→ **Task directions**: Lines containing the word "north" in the data below: say how many, with no other text.

→ **Collected data**:
Content starts

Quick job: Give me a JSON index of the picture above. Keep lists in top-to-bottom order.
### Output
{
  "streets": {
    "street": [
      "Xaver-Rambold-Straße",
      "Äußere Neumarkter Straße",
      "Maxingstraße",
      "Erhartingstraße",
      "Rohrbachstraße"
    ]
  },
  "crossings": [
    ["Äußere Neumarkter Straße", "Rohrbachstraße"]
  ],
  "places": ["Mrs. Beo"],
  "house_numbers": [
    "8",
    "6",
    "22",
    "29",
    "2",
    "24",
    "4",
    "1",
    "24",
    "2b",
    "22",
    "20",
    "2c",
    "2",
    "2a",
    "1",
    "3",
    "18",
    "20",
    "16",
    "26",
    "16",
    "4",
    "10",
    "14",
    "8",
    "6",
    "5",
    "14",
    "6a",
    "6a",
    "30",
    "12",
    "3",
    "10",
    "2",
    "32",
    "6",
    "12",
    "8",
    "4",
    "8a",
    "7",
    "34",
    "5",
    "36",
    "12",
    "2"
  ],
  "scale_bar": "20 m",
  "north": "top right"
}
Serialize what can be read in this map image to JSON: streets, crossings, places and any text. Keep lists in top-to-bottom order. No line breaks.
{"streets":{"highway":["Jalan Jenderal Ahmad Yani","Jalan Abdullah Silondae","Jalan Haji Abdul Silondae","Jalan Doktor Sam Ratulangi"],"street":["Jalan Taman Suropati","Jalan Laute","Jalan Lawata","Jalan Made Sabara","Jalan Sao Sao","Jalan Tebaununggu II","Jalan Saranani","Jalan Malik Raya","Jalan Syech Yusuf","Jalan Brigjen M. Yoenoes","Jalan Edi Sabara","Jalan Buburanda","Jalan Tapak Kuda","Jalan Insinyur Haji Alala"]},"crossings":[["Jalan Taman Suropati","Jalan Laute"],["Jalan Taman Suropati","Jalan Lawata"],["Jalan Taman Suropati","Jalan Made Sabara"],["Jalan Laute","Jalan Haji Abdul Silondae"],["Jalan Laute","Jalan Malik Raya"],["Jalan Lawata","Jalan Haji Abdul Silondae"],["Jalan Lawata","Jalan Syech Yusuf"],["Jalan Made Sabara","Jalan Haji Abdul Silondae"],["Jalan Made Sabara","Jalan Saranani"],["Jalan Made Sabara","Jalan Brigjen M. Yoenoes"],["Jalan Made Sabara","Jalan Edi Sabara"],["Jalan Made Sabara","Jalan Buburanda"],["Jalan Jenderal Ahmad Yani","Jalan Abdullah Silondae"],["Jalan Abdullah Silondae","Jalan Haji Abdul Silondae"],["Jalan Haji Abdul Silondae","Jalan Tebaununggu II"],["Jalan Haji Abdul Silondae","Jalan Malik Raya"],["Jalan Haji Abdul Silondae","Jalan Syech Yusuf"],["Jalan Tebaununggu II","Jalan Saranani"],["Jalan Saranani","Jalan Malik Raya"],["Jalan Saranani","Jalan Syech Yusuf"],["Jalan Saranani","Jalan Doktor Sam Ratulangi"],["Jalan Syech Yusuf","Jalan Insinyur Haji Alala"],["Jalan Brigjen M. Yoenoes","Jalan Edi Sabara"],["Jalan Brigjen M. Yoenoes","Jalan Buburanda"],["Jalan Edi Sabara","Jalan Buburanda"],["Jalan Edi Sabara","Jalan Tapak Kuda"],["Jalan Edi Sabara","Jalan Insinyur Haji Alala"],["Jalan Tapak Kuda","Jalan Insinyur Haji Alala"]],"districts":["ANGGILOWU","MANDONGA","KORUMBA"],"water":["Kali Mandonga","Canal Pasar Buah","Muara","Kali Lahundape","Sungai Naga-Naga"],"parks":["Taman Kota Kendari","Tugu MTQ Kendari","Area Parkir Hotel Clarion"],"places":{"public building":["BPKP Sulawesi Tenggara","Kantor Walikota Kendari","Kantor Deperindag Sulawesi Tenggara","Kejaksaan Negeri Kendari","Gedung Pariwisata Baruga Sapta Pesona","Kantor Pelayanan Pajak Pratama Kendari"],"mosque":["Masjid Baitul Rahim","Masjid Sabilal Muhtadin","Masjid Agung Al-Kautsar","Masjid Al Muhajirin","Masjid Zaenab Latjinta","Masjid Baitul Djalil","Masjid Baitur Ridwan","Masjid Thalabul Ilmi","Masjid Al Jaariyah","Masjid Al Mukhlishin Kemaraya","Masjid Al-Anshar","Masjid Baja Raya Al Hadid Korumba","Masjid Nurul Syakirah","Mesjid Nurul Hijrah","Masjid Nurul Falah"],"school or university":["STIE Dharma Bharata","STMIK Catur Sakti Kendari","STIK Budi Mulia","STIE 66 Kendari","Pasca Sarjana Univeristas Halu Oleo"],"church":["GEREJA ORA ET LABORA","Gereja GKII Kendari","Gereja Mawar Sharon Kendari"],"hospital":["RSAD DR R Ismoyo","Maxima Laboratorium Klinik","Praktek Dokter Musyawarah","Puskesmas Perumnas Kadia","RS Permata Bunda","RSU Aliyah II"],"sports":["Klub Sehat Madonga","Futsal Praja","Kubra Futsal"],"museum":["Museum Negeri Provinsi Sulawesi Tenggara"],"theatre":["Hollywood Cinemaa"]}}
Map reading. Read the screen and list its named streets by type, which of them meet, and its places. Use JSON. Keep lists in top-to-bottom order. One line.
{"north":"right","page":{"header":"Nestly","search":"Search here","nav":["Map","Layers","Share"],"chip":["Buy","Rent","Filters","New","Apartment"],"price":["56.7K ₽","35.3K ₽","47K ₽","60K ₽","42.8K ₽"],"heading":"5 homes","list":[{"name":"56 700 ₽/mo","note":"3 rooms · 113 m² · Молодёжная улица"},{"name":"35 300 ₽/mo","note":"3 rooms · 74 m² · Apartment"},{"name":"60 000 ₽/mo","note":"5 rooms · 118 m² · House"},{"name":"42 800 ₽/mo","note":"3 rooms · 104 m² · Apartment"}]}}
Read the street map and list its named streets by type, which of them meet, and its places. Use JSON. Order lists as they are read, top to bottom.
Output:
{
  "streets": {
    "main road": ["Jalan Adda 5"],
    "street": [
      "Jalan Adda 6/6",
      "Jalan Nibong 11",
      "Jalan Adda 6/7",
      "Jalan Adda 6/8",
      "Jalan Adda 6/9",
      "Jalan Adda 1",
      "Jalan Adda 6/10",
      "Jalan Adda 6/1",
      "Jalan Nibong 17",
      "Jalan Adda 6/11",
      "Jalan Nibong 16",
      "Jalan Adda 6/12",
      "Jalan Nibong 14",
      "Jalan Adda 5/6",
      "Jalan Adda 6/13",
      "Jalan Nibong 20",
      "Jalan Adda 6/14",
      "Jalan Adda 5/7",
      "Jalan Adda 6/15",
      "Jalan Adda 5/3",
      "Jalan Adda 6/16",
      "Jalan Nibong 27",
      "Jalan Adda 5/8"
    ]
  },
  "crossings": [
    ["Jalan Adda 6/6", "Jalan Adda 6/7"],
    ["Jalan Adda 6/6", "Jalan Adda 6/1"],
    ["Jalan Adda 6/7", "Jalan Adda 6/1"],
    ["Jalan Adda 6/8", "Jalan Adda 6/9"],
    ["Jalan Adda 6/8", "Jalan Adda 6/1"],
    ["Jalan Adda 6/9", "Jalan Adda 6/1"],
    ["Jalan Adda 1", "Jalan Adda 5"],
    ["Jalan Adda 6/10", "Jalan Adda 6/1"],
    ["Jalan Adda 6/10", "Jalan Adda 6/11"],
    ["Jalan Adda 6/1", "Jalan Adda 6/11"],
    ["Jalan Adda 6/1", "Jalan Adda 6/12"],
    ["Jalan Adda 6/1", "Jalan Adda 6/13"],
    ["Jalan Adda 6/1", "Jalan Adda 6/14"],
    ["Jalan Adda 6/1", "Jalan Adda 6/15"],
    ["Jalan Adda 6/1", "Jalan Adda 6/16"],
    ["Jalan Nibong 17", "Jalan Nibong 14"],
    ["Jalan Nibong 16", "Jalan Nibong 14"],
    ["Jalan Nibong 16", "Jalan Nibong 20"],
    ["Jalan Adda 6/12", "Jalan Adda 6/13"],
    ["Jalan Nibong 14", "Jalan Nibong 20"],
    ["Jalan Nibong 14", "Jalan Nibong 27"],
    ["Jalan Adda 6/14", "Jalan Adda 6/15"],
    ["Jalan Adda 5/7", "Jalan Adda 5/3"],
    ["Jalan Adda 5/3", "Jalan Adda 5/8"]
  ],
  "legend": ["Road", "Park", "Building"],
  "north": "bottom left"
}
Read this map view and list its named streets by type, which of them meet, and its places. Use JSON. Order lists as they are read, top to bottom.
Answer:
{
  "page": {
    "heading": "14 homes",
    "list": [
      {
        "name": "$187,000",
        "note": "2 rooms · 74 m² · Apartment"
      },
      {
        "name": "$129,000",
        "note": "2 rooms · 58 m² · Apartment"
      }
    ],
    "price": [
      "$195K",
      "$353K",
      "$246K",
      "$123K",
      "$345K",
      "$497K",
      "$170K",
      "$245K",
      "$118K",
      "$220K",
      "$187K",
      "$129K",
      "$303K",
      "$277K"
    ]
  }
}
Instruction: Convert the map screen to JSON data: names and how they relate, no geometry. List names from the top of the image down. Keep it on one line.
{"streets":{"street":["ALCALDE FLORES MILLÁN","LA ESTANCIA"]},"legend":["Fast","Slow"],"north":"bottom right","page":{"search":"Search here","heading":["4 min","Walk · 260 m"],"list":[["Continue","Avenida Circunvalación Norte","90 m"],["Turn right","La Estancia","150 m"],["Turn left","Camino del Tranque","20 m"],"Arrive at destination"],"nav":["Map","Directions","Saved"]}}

Content ends

→ **Answer**: 4